### PROBLEM
Reproduce exactly the lines from the line containing "Dump the readable" through the end of the records below, including both ends, and nothing else.

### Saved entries
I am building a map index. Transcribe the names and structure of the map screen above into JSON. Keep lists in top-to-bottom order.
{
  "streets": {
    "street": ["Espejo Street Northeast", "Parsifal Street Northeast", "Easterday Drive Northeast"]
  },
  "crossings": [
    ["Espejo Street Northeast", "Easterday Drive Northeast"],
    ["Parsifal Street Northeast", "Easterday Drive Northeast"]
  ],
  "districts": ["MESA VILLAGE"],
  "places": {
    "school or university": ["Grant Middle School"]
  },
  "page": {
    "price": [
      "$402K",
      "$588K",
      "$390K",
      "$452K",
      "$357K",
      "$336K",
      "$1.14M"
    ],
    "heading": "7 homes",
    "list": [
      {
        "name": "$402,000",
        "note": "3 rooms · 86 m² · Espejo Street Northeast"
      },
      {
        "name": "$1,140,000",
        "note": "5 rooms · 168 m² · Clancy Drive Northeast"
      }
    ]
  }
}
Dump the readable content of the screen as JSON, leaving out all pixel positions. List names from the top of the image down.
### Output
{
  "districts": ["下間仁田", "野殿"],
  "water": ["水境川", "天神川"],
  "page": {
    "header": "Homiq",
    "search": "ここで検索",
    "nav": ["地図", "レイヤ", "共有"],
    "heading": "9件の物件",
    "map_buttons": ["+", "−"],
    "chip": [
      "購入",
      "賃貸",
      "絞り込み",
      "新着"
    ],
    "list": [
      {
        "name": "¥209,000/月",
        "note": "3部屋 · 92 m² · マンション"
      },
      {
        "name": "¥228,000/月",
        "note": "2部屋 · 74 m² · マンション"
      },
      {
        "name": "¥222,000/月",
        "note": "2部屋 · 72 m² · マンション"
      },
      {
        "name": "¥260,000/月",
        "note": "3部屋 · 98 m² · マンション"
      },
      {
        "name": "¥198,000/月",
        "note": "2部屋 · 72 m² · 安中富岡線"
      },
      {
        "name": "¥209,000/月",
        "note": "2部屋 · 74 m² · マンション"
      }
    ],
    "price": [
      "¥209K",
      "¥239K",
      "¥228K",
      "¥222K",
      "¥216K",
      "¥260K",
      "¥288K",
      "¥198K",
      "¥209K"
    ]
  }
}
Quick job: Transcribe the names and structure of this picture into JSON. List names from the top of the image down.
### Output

### EXPECTED ANSWER
Dump the readable content of the screen as JSON, leaving out all pixel positions. List names from the top of the image down.
### Output
{
  "districts": ["下間仁田", "野殿"],
  "water": ["水境川", "天神川"],
  "page": {
    "header": "Homiq",
    "search": "ここで検索",
    "nav": ["地図", "レイヤ", "共有"],
    "heading": "9件の物件",
    "map_buttons": ["+", "−"],
    "chip": [
      "購入",
      "賃貸",
      "絞り込み",
      "新着"
    ],
    "list": [
      {
        "name": "¥209,000/月",
        "note": "3部屋 · 92 m² · マンション"
      },
      {
        "name": "¥228,000/月",
        "note": "2部屋 · 74 m² · マンション"
      },
      {
        "name": "¥222,000/月",
        "note": "2部屋 · 72 m² · マンション"
      },
      {
        "name": "¥260,000/月",
        "note": "3部屋 · 98 m² · マンション"
      },
      {
        "name": "¥198,000/月",
        "note": "2部屋 · 72 m² · 安中富岡線"
      },
      {
        "name": "¥209,000/月",
        "note": "2部屋 · 74 m² · マンション"
      }
    ],
    "price": [
      "¥209K",
      "¥239K",
      "¥228K",
      "¥222K",
      "¥216K",
      "¥260K",
      "¥288K",
      "¥198K",
      "¥209K"
    ]
  }
}
Quick job: Transcribe the names and structure of this picture into JSON. List names from the top of the image down.
### Output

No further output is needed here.